_Problem to work on_
Lines in the listing below that hold "Directions" are the ones to copy.

_Supplied records_
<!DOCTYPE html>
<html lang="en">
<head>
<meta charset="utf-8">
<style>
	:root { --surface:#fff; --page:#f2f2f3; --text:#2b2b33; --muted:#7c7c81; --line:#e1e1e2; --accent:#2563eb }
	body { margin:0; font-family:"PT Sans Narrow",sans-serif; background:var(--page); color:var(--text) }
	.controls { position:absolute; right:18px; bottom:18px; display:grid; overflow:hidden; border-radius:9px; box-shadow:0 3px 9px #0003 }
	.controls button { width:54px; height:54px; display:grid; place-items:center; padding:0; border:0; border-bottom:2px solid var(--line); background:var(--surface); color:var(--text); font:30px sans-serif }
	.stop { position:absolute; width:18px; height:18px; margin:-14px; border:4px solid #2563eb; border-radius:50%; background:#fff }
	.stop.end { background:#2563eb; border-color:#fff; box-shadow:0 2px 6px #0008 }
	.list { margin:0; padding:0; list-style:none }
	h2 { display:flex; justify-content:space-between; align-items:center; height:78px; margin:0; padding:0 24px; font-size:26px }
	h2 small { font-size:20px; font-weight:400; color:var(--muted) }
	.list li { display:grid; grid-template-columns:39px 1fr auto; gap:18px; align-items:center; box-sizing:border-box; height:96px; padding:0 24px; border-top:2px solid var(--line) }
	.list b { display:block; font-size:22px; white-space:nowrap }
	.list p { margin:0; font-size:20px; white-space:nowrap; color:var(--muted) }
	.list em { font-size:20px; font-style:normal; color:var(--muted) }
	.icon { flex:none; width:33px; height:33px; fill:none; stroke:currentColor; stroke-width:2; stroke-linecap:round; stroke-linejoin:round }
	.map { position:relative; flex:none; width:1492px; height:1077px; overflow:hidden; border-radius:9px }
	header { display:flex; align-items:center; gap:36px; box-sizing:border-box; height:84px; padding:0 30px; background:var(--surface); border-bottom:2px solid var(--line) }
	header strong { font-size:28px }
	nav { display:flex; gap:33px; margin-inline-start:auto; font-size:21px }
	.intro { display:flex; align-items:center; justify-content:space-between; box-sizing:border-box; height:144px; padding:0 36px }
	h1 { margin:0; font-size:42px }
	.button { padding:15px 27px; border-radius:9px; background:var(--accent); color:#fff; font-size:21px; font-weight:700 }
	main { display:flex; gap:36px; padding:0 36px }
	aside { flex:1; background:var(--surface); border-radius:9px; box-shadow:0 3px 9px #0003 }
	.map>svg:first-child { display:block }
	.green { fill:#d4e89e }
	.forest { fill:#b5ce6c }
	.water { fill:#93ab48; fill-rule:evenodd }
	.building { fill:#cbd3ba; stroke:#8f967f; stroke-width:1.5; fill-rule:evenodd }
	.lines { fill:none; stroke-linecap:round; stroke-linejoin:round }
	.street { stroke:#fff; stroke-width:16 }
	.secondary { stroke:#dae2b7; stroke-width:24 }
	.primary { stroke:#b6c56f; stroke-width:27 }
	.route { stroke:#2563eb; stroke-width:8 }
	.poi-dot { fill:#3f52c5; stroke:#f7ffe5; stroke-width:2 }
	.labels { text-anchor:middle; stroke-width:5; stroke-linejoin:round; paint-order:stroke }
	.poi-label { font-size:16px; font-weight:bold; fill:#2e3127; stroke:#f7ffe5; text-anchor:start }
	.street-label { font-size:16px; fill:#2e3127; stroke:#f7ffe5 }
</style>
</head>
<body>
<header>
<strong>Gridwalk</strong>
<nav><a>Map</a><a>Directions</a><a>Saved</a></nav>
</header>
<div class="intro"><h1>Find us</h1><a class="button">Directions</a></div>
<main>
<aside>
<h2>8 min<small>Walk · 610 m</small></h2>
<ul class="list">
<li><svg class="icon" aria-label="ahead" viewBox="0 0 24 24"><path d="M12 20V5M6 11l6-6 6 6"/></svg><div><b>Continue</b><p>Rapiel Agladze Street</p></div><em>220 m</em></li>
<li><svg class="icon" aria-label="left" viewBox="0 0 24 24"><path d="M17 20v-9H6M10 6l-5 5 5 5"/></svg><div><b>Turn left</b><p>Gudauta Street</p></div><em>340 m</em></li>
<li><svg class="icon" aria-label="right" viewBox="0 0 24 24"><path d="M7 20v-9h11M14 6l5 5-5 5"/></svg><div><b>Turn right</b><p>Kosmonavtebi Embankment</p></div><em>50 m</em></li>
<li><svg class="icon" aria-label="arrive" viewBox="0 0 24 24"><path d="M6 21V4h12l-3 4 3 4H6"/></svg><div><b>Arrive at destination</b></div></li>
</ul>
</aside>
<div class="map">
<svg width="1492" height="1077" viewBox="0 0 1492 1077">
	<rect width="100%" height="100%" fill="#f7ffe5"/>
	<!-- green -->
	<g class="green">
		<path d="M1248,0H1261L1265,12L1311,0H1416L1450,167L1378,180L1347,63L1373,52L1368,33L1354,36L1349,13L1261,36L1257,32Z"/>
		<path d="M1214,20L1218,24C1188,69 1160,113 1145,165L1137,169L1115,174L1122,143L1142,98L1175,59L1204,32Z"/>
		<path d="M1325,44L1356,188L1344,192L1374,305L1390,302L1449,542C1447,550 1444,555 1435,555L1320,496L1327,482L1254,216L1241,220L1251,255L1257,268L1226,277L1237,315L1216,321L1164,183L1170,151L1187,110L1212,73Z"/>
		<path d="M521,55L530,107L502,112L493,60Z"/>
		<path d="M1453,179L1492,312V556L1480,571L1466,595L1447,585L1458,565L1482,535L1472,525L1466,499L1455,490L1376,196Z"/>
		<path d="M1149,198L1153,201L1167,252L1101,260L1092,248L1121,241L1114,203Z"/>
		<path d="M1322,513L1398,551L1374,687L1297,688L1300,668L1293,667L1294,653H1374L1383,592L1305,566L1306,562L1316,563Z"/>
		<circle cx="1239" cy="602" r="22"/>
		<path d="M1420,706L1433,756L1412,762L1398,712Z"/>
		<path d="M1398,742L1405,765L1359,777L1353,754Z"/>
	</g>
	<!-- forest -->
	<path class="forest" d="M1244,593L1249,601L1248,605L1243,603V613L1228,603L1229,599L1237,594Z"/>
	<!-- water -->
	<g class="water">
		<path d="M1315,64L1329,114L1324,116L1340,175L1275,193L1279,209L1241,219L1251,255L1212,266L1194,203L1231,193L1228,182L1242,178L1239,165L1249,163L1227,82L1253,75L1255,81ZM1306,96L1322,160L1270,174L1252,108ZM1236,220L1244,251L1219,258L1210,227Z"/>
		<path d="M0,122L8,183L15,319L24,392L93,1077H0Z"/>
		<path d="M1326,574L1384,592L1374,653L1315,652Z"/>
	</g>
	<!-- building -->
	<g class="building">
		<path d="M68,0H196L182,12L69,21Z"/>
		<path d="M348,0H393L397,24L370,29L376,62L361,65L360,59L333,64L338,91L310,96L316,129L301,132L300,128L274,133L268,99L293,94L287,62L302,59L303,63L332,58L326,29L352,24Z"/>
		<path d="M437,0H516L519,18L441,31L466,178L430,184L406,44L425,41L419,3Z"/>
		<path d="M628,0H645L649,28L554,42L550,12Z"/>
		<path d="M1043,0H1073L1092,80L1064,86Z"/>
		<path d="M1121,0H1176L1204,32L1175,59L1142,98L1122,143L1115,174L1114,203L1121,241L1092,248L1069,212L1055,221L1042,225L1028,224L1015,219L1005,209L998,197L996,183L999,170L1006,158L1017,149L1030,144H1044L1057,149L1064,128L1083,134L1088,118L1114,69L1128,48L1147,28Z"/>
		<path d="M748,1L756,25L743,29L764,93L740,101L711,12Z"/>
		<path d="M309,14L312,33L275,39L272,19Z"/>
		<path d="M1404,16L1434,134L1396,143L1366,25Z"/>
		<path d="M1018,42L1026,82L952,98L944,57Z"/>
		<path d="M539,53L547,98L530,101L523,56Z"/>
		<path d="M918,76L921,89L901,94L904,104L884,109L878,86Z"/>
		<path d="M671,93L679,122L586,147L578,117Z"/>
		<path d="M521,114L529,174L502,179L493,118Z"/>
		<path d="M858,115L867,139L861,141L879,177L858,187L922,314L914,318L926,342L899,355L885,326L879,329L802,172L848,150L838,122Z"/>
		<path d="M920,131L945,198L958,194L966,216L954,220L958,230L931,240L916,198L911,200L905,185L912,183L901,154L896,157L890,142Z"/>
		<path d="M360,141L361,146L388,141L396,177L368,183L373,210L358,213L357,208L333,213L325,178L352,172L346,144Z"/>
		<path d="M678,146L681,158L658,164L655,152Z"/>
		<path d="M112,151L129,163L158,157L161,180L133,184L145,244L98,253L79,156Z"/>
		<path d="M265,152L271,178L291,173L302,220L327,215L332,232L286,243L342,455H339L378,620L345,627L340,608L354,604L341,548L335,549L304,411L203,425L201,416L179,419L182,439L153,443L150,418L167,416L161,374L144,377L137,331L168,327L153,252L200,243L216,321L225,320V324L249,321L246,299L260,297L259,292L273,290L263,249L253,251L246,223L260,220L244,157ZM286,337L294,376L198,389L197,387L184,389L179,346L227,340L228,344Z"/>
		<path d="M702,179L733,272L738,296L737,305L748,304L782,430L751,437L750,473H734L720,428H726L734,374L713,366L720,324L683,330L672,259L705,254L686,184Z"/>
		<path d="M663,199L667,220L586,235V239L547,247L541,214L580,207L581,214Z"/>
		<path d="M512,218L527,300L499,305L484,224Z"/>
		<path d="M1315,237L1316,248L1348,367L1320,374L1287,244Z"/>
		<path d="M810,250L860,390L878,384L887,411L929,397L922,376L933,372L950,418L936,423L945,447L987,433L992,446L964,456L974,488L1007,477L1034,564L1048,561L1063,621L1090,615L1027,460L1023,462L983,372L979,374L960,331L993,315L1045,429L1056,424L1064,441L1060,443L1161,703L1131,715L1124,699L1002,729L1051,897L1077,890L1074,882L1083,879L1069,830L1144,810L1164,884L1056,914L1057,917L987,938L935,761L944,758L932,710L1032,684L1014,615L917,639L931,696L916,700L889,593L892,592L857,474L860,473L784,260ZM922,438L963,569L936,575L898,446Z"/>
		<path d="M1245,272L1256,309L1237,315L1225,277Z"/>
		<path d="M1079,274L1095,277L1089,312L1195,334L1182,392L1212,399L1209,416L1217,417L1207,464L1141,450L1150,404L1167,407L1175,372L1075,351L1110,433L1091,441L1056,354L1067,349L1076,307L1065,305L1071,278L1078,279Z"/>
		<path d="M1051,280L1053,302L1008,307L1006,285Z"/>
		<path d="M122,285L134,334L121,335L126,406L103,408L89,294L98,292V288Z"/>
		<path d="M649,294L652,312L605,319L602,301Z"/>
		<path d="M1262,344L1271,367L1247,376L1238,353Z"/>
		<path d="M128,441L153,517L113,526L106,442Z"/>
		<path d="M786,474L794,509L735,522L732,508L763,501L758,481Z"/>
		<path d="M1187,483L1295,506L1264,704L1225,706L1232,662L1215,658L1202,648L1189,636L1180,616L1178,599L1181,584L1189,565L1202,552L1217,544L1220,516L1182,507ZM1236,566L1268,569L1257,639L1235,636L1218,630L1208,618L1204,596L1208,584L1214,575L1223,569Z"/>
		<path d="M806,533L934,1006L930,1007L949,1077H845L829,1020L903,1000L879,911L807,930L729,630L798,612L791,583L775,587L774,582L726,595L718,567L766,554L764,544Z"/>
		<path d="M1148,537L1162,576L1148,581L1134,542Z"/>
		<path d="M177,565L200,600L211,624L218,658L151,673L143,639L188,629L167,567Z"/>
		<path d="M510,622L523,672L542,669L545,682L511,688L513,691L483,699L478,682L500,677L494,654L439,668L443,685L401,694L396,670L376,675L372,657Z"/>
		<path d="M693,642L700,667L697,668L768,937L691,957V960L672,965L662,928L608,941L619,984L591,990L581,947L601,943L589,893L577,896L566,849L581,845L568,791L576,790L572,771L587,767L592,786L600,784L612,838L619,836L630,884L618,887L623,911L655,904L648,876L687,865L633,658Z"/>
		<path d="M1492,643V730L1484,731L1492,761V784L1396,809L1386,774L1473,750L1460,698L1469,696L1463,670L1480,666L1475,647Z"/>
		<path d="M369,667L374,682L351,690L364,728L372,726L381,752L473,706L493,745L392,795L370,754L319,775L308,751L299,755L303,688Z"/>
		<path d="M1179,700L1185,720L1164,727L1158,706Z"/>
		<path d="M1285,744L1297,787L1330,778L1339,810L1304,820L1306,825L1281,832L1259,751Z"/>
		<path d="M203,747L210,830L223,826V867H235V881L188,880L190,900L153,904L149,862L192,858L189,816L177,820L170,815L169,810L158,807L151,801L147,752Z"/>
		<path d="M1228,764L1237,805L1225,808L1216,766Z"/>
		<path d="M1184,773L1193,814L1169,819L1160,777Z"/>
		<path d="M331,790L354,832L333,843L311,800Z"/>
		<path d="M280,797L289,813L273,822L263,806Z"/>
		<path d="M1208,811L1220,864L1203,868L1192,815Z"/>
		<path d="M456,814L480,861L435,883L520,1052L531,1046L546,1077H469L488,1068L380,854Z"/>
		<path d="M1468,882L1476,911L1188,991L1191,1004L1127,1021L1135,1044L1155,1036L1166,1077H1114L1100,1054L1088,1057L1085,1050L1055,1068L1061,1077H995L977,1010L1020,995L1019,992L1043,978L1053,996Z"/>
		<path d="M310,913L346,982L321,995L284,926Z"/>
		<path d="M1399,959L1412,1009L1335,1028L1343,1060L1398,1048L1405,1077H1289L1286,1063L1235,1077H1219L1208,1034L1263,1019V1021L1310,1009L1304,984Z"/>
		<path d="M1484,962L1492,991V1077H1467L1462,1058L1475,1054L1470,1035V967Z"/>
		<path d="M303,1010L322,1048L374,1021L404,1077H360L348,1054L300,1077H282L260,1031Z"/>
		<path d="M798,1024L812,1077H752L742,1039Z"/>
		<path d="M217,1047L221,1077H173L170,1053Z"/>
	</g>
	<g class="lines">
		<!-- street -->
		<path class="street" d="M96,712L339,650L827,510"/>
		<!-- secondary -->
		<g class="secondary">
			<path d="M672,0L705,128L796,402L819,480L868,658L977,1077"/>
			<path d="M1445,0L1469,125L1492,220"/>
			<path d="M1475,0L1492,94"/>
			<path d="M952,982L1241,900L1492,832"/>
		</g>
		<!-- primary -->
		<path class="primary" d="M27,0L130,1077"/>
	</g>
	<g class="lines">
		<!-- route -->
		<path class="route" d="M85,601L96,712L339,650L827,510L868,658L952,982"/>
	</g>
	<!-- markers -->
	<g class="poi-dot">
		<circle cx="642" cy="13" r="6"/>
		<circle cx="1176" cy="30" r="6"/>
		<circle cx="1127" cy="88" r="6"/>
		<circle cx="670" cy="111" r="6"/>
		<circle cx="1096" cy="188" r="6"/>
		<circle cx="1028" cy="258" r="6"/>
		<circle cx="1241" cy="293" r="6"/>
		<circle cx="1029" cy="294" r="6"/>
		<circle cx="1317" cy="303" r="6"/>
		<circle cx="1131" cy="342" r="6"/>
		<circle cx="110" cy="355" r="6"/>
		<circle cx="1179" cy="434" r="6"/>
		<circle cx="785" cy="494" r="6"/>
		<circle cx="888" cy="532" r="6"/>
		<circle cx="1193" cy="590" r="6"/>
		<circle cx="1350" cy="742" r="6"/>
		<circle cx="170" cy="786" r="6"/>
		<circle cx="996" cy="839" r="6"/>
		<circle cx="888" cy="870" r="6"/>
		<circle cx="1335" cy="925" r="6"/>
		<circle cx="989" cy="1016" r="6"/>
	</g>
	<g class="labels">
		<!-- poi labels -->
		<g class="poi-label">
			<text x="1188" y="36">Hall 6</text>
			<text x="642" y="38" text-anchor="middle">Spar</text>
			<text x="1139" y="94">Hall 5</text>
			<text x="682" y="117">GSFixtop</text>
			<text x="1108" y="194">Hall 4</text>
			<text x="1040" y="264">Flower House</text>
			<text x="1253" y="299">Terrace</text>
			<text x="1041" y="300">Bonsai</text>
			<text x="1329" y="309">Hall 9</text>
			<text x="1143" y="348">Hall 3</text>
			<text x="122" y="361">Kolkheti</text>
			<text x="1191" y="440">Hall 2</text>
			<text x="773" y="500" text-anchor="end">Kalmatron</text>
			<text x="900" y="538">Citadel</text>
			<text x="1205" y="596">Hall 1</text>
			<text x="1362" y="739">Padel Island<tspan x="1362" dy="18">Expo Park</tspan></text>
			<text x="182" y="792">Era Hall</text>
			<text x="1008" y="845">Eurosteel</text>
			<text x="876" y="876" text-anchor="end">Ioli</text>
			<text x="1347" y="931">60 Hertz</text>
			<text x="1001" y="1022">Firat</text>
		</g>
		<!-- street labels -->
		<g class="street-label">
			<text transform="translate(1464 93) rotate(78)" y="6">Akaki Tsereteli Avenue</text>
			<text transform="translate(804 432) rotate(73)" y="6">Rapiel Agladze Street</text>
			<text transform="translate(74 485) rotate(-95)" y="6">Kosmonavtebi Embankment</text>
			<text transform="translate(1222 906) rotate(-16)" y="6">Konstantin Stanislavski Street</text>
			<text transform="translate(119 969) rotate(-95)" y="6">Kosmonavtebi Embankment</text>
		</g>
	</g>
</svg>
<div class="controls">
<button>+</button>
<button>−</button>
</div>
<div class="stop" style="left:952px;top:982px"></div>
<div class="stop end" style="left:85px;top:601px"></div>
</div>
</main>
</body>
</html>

_Answer space_
<nav><a>Map</a><a>Directions</a><a>Saved</a></nav>
<div class="intro"><h1>Find us</h1><a class="button">Directions</a></div>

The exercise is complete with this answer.